[Input data — start]

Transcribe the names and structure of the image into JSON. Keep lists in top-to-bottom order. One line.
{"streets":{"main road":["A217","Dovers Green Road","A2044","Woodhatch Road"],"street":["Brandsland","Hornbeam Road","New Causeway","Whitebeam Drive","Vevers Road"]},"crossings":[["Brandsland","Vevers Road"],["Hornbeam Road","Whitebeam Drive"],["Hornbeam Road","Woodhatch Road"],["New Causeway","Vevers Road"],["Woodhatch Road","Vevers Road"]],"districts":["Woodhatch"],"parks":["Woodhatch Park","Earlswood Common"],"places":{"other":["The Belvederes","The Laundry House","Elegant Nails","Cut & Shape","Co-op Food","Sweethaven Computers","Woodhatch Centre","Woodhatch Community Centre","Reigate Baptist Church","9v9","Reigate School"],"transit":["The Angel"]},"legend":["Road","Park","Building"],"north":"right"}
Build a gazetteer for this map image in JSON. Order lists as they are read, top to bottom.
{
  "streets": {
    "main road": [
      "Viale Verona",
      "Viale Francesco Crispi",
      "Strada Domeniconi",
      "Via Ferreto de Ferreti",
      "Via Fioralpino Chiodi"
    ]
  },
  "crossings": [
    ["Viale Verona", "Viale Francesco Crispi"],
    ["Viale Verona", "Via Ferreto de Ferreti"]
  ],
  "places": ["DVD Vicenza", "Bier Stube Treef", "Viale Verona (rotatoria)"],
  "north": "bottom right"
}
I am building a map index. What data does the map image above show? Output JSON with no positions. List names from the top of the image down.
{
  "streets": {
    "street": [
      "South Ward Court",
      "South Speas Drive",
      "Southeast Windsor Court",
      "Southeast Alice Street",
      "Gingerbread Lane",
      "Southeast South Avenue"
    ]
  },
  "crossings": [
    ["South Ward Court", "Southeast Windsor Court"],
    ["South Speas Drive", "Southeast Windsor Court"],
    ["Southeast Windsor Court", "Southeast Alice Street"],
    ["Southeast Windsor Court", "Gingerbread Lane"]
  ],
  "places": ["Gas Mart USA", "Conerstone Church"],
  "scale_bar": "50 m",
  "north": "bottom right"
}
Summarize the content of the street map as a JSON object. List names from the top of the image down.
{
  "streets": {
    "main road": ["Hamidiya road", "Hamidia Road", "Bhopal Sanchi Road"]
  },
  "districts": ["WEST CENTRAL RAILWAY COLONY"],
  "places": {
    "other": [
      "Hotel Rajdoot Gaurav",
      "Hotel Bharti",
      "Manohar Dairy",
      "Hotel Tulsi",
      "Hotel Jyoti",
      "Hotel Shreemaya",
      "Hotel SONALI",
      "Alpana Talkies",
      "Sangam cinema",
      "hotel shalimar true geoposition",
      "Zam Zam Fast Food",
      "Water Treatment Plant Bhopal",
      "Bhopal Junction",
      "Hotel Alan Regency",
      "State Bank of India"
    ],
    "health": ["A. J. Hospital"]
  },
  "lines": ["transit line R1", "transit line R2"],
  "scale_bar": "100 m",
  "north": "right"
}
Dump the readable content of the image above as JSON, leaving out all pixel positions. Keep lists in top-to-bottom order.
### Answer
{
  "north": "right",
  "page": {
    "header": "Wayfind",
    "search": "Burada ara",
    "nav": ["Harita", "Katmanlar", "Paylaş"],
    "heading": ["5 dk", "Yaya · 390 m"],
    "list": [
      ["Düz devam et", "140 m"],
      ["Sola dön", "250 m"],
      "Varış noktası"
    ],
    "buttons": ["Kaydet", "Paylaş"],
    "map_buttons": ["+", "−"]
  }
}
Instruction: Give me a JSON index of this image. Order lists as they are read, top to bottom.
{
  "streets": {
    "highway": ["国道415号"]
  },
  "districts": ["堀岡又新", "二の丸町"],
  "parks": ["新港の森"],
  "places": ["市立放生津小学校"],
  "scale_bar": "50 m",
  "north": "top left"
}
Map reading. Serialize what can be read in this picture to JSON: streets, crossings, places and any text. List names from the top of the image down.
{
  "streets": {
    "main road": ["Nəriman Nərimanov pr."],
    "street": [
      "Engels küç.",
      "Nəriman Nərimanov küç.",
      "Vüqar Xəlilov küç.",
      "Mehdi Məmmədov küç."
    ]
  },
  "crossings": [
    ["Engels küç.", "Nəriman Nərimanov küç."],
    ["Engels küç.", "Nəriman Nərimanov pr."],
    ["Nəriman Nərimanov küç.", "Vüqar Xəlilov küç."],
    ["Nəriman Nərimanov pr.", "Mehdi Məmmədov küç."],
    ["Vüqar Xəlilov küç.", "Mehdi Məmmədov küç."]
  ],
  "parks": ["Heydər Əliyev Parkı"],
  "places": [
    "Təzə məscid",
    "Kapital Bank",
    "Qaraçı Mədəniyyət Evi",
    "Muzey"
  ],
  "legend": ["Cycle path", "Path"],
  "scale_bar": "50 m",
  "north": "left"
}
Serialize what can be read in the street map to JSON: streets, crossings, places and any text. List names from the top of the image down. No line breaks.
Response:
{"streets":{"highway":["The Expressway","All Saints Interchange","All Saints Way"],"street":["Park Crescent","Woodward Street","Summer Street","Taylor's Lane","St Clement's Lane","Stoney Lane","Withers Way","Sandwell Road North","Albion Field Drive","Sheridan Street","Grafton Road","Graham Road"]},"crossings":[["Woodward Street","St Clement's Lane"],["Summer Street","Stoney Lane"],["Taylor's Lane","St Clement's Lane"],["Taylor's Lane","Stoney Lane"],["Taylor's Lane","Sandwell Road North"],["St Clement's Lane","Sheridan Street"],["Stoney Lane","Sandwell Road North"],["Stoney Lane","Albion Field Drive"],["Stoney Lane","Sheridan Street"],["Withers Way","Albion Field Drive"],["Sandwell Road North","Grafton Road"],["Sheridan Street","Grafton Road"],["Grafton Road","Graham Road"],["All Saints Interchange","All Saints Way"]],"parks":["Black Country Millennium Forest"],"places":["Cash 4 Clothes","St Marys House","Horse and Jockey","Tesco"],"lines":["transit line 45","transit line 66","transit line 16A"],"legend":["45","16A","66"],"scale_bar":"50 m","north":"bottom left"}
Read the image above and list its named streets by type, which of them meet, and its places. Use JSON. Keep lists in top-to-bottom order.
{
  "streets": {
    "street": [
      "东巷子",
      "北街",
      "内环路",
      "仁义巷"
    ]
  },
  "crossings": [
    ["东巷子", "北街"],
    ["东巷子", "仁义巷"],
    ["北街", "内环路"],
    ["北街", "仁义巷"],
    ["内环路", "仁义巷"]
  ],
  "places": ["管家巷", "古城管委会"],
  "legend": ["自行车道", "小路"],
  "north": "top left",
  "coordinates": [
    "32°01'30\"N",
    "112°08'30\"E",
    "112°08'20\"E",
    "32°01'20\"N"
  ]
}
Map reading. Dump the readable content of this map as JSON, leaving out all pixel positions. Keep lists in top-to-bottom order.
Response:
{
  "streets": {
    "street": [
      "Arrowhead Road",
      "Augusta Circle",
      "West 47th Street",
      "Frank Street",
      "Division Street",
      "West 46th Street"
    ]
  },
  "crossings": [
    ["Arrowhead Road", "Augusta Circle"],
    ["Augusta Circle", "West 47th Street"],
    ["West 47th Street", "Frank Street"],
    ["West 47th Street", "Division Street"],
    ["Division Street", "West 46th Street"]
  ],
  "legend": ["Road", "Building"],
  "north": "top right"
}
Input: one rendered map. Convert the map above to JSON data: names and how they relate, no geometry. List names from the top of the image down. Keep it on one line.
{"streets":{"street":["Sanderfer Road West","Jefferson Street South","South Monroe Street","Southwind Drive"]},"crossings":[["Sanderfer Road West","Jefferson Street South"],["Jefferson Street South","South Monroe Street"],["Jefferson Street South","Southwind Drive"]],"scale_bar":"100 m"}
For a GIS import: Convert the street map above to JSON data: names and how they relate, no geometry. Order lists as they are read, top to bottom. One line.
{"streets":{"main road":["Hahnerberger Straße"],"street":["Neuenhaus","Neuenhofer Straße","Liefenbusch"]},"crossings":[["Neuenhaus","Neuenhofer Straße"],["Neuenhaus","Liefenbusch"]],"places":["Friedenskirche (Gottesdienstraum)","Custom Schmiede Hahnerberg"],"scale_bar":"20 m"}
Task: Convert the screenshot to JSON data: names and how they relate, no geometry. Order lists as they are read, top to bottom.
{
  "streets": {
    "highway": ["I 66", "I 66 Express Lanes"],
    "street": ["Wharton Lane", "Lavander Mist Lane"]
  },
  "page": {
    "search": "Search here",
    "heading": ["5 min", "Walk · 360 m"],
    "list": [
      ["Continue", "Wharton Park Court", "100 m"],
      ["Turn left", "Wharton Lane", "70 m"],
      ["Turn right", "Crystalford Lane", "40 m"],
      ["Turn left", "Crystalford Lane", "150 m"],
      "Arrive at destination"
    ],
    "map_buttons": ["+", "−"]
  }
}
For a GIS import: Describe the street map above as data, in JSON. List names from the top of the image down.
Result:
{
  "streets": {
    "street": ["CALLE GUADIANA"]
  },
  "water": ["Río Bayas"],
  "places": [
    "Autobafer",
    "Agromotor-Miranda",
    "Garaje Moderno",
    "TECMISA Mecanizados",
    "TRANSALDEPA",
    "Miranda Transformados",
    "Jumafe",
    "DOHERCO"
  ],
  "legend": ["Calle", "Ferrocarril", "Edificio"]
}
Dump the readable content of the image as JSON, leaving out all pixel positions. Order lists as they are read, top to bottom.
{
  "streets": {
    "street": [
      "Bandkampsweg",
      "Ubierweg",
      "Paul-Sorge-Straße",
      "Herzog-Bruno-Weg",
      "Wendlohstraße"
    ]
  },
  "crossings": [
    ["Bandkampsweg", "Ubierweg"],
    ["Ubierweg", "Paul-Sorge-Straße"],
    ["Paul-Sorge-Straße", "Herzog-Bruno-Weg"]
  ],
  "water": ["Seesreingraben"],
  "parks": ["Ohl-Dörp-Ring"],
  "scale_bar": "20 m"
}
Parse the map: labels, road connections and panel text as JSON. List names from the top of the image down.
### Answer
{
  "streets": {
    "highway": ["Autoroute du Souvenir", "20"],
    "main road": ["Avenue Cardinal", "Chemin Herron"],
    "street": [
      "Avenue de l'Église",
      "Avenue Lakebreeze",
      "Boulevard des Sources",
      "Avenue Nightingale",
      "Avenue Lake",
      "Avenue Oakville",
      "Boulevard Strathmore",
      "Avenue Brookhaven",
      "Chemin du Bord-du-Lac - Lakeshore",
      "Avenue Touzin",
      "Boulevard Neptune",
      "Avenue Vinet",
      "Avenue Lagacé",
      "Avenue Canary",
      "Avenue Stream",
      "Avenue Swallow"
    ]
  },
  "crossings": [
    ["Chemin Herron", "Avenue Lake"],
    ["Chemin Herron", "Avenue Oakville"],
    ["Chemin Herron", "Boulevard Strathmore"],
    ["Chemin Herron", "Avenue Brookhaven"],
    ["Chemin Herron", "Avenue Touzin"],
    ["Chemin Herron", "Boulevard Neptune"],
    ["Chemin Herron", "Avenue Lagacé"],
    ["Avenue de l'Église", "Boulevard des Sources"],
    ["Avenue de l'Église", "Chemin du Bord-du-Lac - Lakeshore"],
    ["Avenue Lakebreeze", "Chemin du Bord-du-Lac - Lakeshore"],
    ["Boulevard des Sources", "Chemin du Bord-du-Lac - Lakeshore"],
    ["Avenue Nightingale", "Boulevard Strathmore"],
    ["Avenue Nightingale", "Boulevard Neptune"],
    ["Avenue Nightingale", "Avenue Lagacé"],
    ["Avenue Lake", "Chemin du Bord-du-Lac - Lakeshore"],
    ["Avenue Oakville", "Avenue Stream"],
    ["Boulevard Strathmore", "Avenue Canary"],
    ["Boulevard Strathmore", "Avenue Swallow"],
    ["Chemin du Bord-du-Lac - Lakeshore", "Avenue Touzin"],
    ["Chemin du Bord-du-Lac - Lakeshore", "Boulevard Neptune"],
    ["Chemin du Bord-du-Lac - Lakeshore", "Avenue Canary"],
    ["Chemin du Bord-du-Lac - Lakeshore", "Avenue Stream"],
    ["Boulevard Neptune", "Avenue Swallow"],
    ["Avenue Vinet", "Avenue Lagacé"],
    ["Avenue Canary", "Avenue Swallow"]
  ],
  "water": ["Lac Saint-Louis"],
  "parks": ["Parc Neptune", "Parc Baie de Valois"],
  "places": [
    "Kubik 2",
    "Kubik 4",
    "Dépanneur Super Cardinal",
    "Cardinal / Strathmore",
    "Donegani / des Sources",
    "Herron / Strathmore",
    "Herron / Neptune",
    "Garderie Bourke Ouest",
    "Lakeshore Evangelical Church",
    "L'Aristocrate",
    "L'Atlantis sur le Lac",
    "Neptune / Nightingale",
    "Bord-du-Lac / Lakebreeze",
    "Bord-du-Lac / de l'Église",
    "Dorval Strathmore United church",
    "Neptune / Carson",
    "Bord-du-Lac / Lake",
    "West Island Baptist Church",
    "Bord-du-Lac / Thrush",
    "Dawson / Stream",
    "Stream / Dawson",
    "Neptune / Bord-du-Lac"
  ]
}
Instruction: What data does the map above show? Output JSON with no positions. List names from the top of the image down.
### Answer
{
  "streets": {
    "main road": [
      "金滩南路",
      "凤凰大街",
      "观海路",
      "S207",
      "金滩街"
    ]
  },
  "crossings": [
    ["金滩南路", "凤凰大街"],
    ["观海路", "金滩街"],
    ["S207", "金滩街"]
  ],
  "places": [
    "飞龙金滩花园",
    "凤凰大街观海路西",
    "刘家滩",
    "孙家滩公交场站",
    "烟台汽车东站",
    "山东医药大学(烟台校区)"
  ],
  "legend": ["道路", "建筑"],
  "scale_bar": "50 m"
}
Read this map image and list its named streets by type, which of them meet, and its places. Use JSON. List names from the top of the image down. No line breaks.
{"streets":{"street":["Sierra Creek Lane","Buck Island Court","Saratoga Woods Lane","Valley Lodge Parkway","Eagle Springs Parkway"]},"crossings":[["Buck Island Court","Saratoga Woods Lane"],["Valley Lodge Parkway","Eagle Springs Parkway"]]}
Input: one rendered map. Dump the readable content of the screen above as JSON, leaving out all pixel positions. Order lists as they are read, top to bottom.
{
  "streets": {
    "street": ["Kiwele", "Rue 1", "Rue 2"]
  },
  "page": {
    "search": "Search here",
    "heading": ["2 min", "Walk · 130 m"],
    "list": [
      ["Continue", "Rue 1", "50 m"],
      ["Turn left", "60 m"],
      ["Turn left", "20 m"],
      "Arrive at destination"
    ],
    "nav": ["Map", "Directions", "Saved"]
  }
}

[Input data — finish]

Directions: Using the listing above, return word for word each line from the one that has "Map reading. Serialize" through the one that has "Serialize what can be read in the", and no line outside that range.

Response area:
Map reading. Serialize what can be read in this picture to JSON: streets, crossings, places and any text. List names from the top of the image down.
{
  "streets": {
    "main road": ["Nəriman Nərimanov pr."],
    "street": [
      "Engels küç.",
      "Nəriman Nərimanov küç.",
      "Vüqar Xəlilov küç.",
      "Mehdi Məmmədov küç."
    ]
  },
  "crossings": [
    ["Engels küç.", "Nəriman Nərimanov küç."],
    ["Engels küç.", "Nəriman Nərimanov pr."],
    ["Nəriman Nərimanov küç.", "Vüqar Xəlilov küç."],
    ["Nəriman Nərimanov pr.", "Mehdi Məmmədov küç."],
    ["Vüqar Xəlilov küç.", "Mehdi Məmmədov küç."]
  ],
  "parks": ["Heydər Əliyev Parkı"],
  "places": [
    "Təzə məscid",
    "Kapital Bank",
    "Qaraçı Mədəniyyət Evi",
    "Muzey"
  ],
  "legend": ["Cycle path", "Path"],
  "scale_bar": "50 m",
  "north": "left"
}
Serialize what can be read in the street map to JSON: streets, crossings, places and any text. List names from the top of the image down. No line breaks.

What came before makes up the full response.